All the same, after a little thought, he decided to try it. From the drawer in his desk he took a blank sheet of paper. Without thinking too much, he drew four small circles at the points of the compass. In three he wrote the names of people who had died: John Petrakis, Angelos Boiatzis, his wife’s niece Anastasia. In the fourth, after a moment’s superstitious hesitation, he wrote his own name. He didn’t care to be numbered among the dead, but he reminded himself that this was only a sketch, an experiment in thought. Every circle was a victim, or intended victim.

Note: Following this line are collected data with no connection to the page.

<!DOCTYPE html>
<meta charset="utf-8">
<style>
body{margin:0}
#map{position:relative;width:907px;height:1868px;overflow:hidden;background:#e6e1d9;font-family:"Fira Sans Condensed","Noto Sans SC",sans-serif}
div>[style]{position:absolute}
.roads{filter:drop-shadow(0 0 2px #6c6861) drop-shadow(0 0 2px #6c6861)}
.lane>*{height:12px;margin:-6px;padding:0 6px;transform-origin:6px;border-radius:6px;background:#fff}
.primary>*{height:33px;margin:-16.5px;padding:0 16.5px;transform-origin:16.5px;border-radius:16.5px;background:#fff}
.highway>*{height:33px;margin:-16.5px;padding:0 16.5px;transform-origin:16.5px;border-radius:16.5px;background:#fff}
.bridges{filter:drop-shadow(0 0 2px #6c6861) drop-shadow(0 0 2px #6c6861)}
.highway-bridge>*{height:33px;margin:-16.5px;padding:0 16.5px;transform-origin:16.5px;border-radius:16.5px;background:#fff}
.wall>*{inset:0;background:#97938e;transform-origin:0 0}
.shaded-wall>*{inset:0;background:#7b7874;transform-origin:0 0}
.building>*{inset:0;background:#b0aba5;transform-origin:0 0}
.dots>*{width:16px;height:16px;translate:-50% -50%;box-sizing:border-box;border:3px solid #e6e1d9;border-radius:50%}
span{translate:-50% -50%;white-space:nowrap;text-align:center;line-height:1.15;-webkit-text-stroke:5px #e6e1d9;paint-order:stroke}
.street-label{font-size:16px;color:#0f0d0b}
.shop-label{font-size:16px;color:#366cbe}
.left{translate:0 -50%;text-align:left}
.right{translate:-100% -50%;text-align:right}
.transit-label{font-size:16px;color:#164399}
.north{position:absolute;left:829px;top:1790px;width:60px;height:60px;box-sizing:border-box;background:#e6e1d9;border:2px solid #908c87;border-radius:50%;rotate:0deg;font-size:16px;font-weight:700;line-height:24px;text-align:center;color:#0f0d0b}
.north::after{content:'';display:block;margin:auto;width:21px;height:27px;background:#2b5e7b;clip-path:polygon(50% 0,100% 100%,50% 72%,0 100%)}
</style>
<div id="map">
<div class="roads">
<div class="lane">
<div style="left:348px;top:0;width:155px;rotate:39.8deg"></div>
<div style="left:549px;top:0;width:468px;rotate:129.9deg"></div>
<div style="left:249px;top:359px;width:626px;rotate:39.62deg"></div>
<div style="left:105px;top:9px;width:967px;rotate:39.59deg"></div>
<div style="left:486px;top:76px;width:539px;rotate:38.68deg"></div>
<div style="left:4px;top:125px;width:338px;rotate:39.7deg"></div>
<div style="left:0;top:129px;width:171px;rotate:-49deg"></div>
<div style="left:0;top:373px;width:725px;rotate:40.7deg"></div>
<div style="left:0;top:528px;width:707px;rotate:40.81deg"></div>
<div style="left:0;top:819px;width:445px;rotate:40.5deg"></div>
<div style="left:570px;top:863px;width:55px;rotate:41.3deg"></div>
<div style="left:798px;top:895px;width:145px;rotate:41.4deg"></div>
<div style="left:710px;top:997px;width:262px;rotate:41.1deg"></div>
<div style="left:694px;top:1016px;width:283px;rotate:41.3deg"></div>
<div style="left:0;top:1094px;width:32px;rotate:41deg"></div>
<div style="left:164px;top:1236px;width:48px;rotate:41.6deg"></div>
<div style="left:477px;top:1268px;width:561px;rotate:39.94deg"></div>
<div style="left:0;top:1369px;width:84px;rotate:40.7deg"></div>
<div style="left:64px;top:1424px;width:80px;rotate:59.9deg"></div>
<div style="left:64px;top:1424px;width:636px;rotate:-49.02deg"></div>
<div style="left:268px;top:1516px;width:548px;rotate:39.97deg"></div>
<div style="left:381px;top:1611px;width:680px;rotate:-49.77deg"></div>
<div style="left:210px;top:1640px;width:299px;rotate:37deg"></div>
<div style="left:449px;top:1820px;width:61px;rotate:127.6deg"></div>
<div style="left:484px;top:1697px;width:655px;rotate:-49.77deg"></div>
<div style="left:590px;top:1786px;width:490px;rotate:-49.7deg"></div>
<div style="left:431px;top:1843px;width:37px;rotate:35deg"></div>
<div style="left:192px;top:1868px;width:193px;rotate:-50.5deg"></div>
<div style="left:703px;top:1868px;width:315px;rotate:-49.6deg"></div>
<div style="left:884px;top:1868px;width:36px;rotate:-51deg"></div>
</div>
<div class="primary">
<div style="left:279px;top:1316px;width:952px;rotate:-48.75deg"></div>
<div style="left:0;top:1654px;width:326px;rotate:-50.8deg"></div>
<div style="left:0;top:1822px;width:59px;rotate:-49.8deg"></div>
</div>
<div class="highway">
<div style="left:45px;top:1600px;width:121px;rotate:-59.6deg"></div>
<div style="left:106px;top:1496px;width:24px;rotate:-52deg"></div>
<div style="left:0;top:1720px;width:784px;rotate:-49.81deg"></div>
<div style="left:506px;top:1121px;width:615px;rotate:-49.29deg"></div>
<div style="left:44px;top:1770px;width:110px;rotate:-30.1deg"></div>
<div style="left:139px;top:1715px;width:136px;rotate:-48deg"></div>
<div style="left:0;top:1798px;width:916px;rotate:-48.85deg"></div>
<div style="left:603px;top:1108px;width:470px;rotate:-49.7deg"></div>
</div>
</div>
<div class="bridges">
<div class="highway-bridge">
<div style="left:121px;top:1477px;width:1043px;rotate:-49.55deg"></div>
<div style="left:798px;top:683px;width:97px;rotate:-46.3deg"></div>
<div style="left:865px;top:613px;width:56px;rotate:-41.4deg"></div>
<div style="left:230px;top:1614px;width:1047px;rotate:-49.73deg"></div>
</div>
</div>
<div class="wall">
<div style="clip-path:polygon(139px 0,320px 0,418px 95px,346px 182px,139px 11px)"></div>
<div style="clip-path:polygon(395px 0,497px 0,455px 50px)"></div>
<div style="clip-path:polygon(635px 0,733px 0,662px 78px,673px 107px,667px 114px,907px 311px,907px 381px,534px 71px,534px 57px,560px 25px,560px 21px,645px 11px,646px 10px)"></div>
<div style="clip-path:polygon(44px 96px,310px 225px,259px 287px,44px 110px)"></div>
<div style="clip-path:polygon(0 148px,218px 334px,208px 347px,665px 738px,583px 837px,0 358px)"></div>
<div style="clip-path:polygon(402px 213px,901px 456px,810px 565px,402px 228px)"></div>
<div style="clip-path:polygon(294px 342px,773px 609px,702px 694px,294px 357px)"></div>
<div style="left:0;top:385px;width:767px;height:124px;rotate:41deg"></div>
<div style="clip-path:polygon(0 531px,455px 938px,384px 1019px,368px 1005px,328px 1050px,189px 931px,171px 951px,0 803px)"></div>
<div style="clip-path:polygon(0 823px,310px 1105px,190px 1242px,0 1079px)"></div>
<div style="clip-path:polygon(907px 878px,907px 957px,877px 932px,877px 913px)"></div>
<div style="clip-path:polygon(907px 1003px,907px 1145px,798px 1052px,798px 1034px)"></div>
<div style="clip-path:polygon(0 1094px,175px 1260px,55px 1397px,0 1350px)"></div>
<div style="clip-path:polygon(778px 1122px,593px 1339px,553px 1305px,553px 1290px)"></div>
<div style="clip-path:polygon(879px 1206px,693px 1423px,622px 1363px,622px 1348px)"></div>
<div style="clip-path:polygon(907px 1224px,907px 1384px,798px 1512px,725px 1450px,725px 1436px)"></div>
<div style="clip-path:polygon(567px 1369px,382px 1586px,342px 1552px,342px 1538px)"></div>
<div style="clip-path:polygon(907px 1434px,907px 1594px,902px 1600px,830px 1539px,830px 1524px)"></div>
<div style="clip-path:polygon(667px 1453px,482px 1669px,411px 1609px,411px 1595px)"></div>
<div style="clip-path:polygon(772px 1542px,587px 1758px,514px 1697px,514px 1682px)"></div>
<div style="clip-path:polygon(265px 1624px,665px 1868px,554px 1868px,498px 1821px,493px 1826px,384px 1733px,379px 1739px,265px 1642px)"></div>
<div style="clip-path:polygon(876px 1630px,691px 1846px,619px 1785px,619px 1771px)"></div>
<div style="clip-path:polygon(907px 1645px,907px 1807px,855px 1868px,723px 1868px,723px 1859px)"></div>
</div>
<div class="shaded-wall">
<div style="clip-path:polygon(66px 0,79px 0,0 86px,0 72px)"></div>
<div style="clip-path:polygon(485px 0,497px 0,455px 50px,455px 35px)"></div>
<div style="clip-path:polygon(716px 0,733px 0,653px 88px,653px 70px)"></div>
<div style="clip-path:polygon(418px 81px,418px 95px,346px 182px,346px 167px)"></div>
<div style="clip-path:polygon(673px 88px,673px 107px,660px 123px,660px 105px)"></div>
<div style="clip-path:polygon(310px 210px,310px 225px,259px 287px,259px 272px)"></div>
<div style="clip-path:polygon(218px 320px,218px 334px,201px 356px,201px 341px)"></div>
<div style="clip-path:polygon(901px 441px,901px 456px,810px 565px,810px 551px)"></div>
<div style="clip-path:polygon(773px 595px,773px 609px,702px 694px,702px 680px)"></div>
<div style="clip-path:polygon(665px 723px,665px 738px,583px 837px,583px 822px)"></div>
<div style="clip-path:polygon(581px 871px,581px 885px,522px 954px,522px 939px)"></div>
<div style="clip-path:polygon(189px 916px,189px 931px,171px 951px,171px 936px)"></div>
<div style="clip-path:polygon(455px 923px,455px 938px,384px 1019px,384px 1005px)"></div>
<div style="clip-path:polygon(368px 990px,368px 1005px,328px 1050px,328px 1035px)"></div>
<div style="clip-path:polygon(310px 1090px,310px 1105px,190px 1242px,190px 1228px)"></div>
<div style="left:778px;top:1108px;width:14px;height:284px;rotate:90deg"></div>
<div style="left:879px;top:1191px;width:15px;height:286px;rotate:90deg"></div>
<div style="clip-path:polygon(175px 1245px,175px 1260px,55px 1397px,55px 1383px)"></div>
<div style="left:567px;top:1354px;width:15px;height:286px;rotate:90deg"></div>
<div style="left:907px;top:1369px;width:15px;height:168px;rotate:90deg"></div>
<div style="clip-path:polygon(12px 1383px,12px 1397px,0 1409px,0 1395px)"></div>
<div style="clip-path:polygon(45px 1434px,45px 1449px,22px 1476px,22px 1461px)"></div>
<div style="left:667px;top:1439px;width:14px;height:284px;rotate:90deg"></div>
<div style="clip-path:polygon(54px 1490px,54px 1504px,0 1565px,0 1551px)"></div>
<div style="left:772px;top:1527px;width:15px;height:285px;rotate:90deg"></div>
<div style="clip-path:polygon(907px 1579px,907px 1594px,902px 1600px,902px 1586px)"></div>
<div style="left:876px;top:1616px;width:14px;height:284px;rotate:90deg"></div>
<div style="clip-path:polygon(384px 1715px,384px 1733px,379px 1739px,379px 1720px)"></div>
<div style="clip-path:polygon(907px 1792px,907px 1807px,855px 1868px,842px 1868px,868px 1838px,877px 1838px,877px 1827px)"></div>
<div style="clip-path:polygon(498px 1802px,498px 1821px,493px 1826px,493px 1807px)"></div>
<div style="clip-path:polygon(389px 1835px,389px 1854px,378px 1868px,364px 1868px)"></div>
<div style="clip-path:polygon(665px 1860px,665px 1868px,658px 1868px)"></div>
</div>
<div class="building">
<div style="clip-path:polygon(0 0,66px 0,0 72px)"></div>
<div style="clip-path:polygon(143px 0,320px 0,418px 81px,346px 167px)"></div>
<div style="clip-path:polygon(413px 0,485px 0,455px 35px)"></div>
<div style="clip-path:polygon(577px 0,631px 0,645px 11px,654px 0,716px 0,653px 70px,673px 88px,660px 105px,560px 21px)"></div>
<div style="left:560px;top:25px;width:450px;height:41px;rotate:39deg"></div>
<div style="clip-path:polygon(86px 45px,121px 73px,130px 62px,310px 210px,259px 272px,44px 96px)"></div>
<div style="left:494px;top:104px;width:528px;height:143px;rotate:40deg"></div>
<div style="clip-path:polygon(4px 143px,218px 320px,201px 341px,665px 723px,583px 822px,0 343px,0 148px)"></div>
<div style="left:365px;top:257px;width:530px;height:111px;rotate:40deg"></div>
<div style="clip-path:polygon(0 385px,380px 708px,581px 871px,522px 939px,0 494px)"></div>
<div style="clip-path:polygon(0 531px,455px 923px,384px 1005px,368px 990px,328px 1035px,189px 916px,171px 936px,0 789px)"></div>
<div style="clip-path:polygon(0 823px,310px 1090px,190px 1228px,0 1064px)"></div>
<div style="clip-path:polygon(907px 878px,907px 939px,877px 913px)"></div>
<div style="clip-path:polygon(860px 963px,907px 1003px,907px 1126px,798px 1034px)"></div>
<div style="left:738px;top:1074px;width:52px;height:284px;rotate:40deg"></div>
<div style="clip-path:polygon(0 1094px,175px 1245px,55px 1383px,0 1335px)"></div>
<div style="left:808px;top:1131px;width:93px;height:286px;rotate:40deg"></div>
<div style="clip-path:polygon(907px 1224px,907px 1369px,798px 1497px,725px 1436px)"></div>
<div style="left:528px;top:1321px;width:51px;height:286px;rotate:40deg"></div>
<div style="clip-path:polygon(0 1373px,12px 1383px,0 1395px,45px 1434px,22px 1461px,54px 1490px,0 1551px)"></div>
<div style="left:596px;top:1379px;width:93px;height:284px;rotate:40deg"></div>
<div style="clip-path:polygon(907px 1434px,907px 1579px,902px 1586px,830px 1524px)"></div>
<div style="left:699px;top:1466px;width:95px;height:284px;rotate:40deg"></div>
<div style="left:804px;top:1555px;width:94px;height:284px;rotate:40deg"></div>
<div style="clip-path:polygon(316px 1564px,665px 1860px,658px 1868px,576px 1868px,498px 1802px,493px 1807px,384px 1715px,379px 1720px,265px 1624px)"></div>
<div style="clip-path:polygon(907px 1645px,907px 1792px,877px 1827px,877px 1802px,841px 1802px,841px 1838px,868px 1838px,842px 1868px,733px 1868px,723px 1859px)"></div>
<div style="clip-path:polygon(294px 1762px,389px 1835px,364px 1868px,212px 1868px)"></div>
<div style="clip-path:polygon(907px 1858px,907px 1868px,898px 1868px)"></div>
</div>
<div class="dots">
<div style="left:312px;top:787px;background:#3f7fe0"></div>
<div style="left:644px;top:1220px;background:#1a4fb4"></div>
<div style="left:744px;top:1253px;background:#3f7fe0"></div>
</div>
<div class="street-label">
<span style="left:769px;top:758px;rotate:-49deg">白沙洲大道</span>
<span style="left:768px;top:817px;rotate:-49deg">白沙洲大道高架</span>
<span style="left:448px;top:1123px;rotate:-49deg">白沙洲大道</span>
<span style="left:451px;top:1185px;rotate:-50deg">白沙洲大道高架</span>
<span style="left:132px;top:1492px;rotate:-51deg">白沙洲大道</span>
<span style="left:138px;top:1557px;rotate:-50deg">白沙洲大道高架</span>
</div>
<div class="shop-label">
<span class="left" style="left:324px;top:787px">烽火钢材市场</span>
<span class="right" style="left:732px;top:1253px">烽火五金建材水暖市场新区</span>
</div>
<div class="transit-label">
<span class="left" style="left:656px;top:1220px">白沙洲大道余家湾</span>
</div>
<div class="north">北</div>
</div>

Next to each he added one or more triangles, representing aggressors. ‘Unknown anarchist’ next to Anastasia, ‘HK G3’ next to John Petrakis, ‘Russian bikers’ next to himself. He contemplated the result. There were important parts of the story missing. He made another circle next to himself for Pezas, and a sixth circle near Petrakis for Colonel Varzalis. Next to the colonel he drew two sharp triangles, which he labelled ‘Constantine Petrakis’ and ‘Simeon Yerakas’. This action put him in mind of another aggressor to add next to his own circle, ‘Byron Kakridis’.